— REQUIREMENT —
Make an exact copy of the whole listing, but leave its pictures out.

— DATA LISTING —
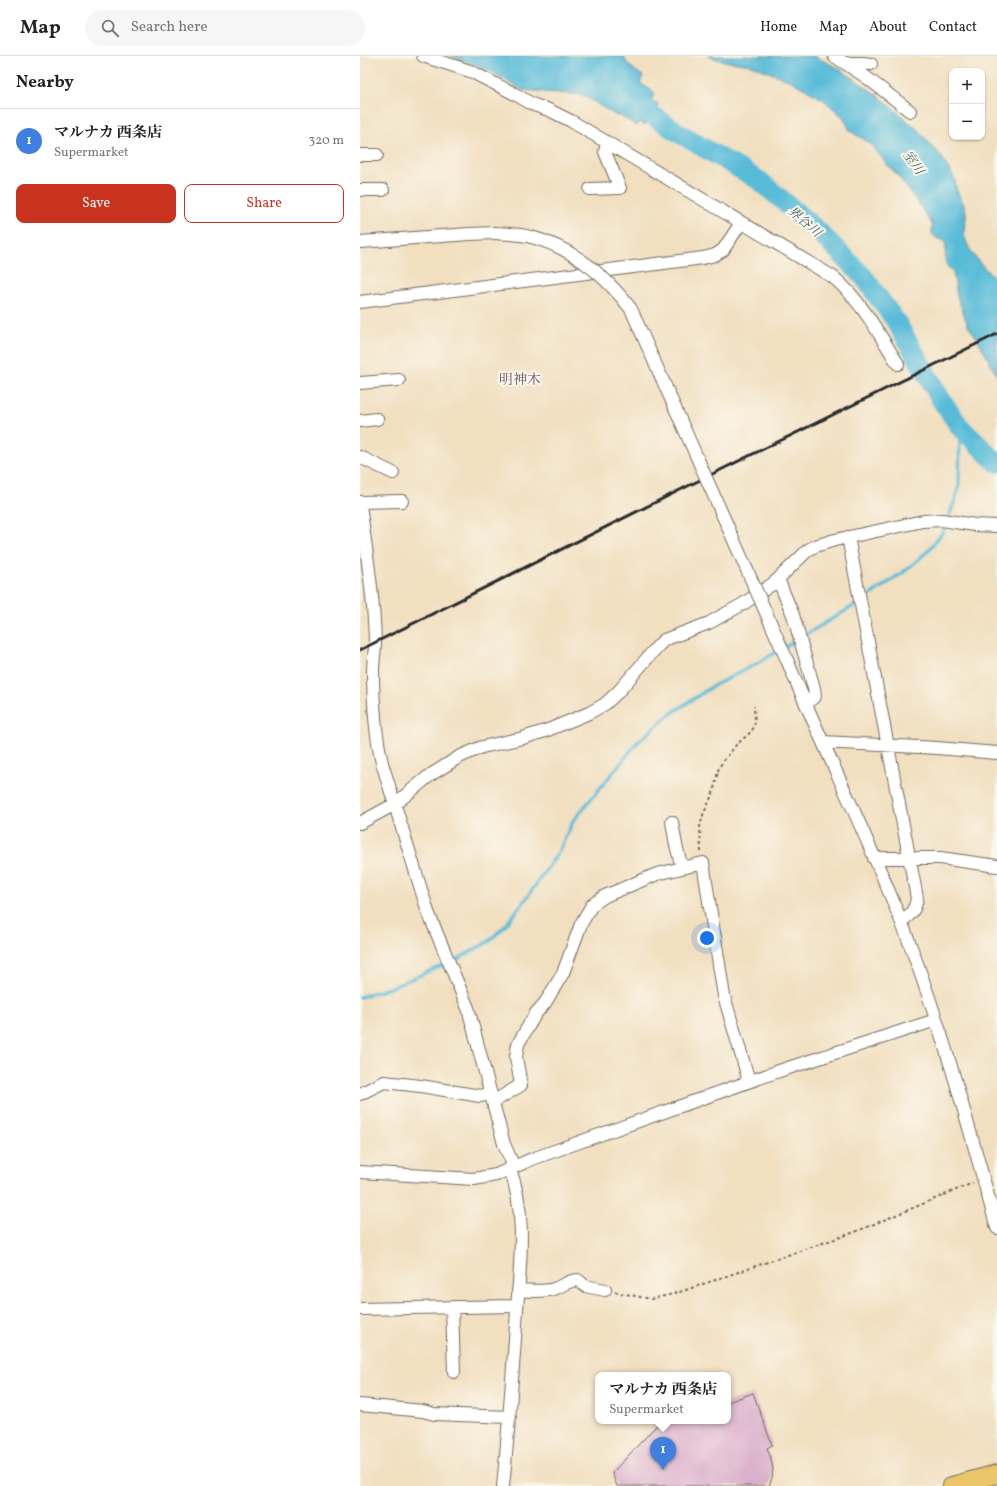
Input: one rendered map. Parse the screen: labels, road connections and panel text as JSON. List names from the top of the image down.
{
  "districts": ["明神木"],
  "water": ["室川", "界谷川"],
  "page": {
    "header": "Map",
    "search": "Search here",
    "nav": [
      "Home",
      "Map",
      "About",
      "Contact"
    ],
    "heading": "Nearby",
    "map_buttons": ["+", "−"],
    "list": [
      {
        "mark": "1",
        "name": "マルナカ 西条店",
        "note": "Supermarket",
        "value": "320 m"
      }
    ],
    "buttons": ["Save", "Share"],
    "popup": ["マルナカ 西条店", "Supermarket"],
    "pins": "1"
  }
}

— REPLY —
Input: one rendered map. Parse the screen: labels, road connections and panel text as JSON. List names from the top of the image down.
{
  "districts": ["明神木"],
  "water": ["室川", "界谷川"],
  "page": {
    "header": "Map",
    "search": "Search here",
    "nav": [
      "Home",
      "Map",
      "About",
      "Contact"
    ],
    "heading": "Nearby",
    "map_buttons": ["+", "−"],
    "list": [
      {
        "mark": "1",
        "name": "マルナカ 西条店",
        "note": "Supermarket",
        "value": "320 m"
      }
    ],
    "buttons": ["Save", "Share"],
    "popup": ["マルナカ 西条店", "Supermarket"],
    "pins": "1"
  }
}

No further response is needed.